En 1904 Gaudí y su amigo y constructor Josep Bayó i Font reciben el encargo de remodelar un modesto edificio existente de planta rectangular. El genial arquitecto modifica absolutamente la planta noble destinada a la familia Batlló dotándola de una amplia galería, aumenta el patio de luces, añade sótano y una quinta planta destinada al personal de servicio y hace nuevas las fachadas exteriores.

La fachada que da a la calle supone la expresión de la culminación del talento de Gaudí. De formas curvas, sobre las dos primeras plantas se desarrolla una fachada policroma donde predomina el color azul verdoso, tono que varía con la luz diurna.
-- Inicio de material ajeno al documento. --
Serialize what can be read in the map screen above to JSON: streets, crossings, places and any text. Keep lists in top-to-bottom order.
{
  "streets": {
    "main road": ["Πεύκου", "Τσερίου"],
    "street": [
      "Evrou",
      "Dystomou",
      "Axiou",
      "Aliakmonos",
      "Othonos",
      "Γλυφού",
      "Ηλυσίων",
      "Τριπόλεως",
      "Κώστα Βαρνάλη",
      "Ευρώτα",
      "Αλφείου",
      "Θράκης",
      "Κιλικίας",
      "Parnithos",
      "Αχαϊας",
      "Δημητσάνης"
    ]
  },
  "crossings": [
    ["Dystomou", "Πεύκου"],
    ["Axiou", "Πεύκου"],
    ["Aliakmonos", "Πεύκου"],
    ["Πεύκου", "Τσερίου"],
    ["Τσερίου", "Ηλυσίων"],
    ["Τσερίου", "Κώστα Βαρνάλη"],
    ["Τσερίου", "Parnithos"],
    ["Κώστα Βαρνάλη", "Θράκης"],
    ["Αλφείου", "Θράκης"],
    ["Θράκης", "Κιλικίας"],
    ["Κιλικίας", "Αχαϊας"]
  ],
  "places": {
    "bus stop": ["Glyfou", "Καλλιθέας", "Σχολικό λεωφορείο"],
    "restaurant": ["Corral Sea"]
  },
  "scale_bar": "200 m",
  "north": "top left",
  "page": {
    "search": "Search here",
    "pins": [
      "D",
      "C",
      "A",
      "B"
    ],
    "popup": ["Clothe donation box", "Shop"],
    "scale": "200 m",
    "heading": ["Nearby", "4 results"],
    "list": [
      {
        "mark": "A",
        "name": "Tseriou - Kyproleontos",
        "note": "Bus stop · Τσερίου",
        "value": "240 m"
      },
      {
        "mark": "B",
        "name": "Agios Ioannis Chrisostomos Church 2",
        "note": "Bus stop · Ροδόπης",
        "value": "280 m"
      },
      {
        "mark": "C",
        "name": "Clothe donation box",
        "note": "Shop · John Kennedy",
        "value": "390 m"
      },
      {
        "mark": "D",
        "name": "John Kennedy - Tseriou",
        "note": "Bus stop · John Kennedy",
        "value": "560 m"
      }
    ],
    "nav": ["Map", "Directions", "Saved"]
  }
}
Llamativos son también los balcones de hierro colado en forma de antifaz. Una interpretación simbólica de la fachada es la lucha de San Jorge contra el dragón, símbolo del mal. El perfil superior de la Casa Batlló representa el espinazo de la bestia, con una cresta que recuerda el lomo de un dragón revestida con baldosas de cerámica vidriada de diversos colores a modo de escamas. Dicho recubrimiento es rojizo en la parte izquierda debido a la herida de la lanza clavada que no es otra que la torre. Se interpretan multitud de símbolos en el edificio sobre la leyenda del dragón. Es una obra maestra que es Patrimonio Mundial de la Unesco.

Casa Amatller



Situada a la izquierda de la Casa Batlló, encargada por el industrial del chocolate Antoni Amatller a Puig i Cadafalch, es inaugurada en 1900. Es también una reforma de un edificio existente. La fachada es una mezcla entre gótico catalán y flamenco donde este último estilo lo percibimos especialmente en su coronación triangular y nos evoca casas de ciudades muy distantes de Barcelona.

La Casa Amatller tiene una portada claramente palaciega y en las dos puertas asimétricas, enlazándolas, se observa a San Jorge y el dragón. Cuenta con un patio central, un vestíbulo pensado para la entrada de carruajes, dos escaleras, siendo la más ornamentada la que da acceso al piso principal.

Casa Lleó i Morera



Estamos ante otra reforma integral, en este caso de la antigua casa llamada Rocamora. Quien hace el encargo es Francesca Morera i Ortiz en 1902 al arquitecto Domènech i Montaner. Es la única de las tres que obtuvo el premio del Concurso anual de edificios artísticos concedido por el Ayuntamiento de Barcelona en la edición de 1906. En esta casa intervinieron multitud de maestros, entro los que cabe destacar al escultor Eusebi Arnau, a los mosaiquistas Lluís Bru y Mario Maragliano, al magnífico vidriero Antoni Rigalt, al decorador y ebanista Gaspar Homar y así hasta más de 40 artistas y artesanos.

El interior representa un rico conjunto de artes aplicadas del modernismo español. La escultórica y ornamentada fachada queda coronada por un templete, que al exceder los límites de altura permitidos por el Ayuntamiento de la ciudad tuvo que obtener un pertinente permiso.